Session 4.1: Opening Eyes and Minds: Graphic Storytelling (Prairie Salon)

  • Staring is often associated with its potential for subordination, stigmatization or Othering and oppression. However, Rosemarie Garland-Thomson (settler) defines staring as “an intense visual exchange that makes meaning” (9); she insists, too, that it “sets in motion an interpersonal relationship” (3). If, as Daniel Heath Justice (Cherokee Nation) states, “relationship is the central ethos of Indigenous literature” and key to Indigenous-settler co-existence (158), staring might provide a way to build ethical Indigenous-settler relations.

    Jen Storm (Ojibway) and Natasha Donovan’s (Métis) “Red Clouds” provides numerous demonstrations of and opportunities for relational staring. “Red Clouds” reproduces the “productive discomfort [that] visual mutual presence can generate” (Garland-Thomson 194). Kichi Kakapetikwe and her intertwined Windigo consistently break the fourth wall, calling the reader/viewer into an unsettling visual exchange. The absence of pupils in the Windigo’s eyes, in particular, holds the reader’s stare. The ambiguity of the reader/viewer’s role, as starer or staree, promotes reflection on positionality, something central to relationship building. “Red Clouds” demonstrates how a reconsideration of staring, and its application as critical literary methodology, can promote the ethical Indigenous-settler relations Justice calls for.

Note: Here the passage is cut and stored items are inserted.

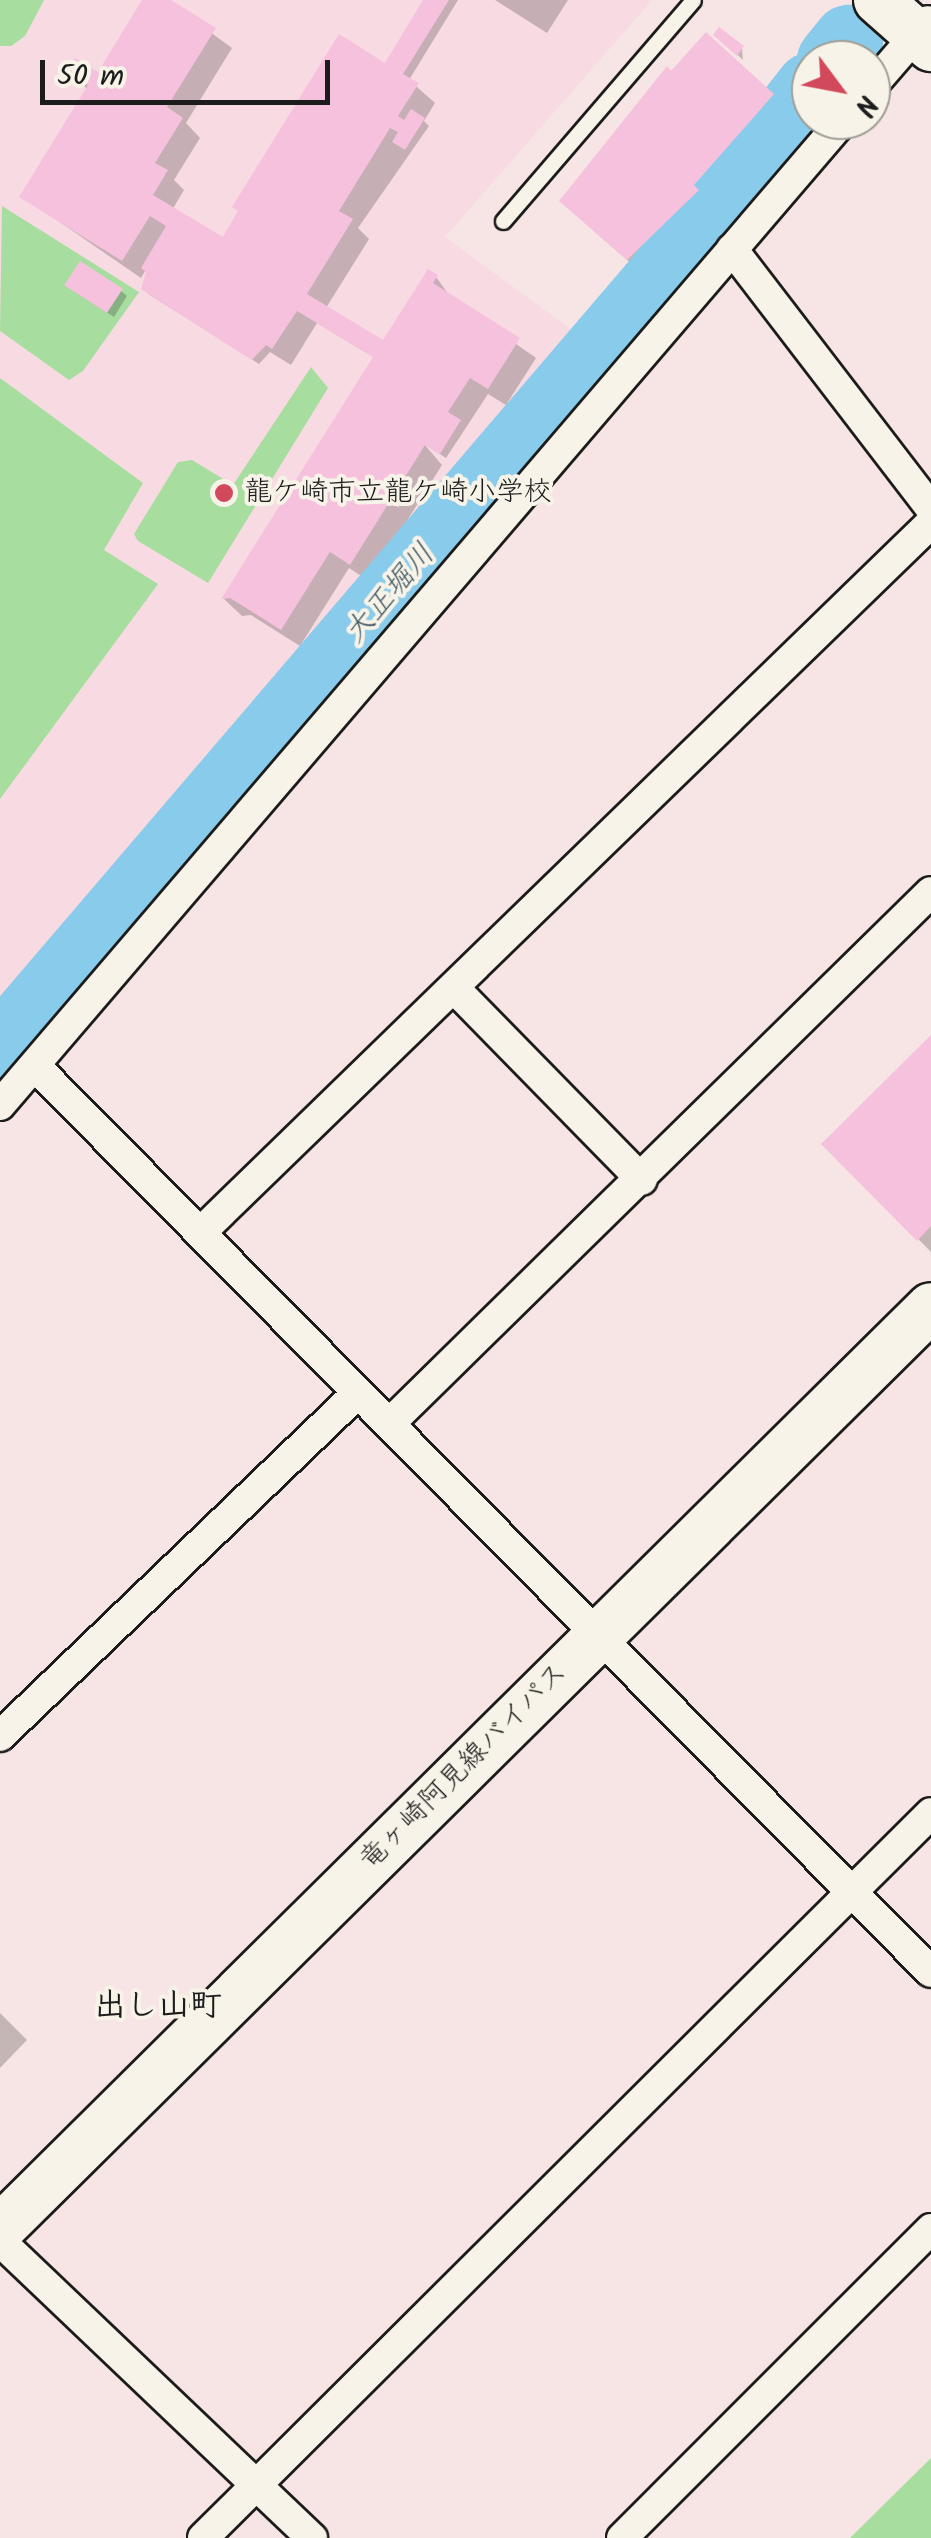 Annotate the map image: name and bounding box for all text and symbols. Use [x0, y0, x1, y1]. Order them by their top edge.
scale bar [45, 40, 335, 102]
north arrow [791, 40, 891, 140]
text: 50 m [57, 53, 124, 101]
text: N [841, 86, 889, 125]
place label: 龍ケ崎市立龍ケ崎小学校 [244, 476, 552, 510]
marker: 龍ケ崎市立龍ケ崎小学校 [213, 482, 235, 504]
water label: 大正堀川 [337, 537, 443, 651]
street label: 竜ヶ崎阿見線バイパス [353, 1656, 575, 1878]
district label: 出し山町 [94, 1988, 222, 2026]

    This paper refutes problematic practices of individualized settler-colonial recognition often associated with the gaze, which maintain “patterns of domination [and] inequality that typify asymmetrical relations” (Coulthard 29). Instead, it hopes to address the “ocular complacency” (35) that Garland-Thomson identifies as a barrier to starer-staree relationship. This stands as an alternative to the unethical settler adoption of “the fantasy of irreducible distance—a release from [what Plains Cree Métis scholar Emma LaRocque calls the] ‘extraordinary mandate to know’ and engage with Indigenous critical protocols” (Hargreaves 110). My presentation hopes to encourage settler readers to reflect critically on their own reading and viewing practices as well as propose a reading method inspired by the relationship-building stare.

  • In From the Roots Up, writer Tasha Spillet (Cree/Trinidadian) and illustrator Natasha Donovan (Métis) follow up their award-winning first graphic novel, Surviving the City, vol. 1: which engaged #MMIWG2S (Murdered and Missing Indigenous Women, Girls, and Two-Spirit people) through the friendship of two female-identified protagonists, Miikwan and Dez. From the Roots Up builds on and expands that foundation with its focus on Des’s acknowledgement of their Two-Spirit identity and their embrace of a male identification. This paper reads the graphic novel as a pedagogical project that teaches readers healthy ways to engage the intersections of queerness and Indigeneity. On one hand, Spillet and Donovon explicitly teach Two-Spirit histories and illustrate productive approaches to queer Indigenous presents, while on another, they directly critique the ways in which conservative understandings of “tradition” can be used as anti-queer hegemonic tools within Indigenous communities. As a pedagogical project, From the Roots Up, deploys the format and possibilities of the graphic novel to address settler colonial gender strictures, introduce gender expansive traditions, and boldly question certain forms of gatekeeping.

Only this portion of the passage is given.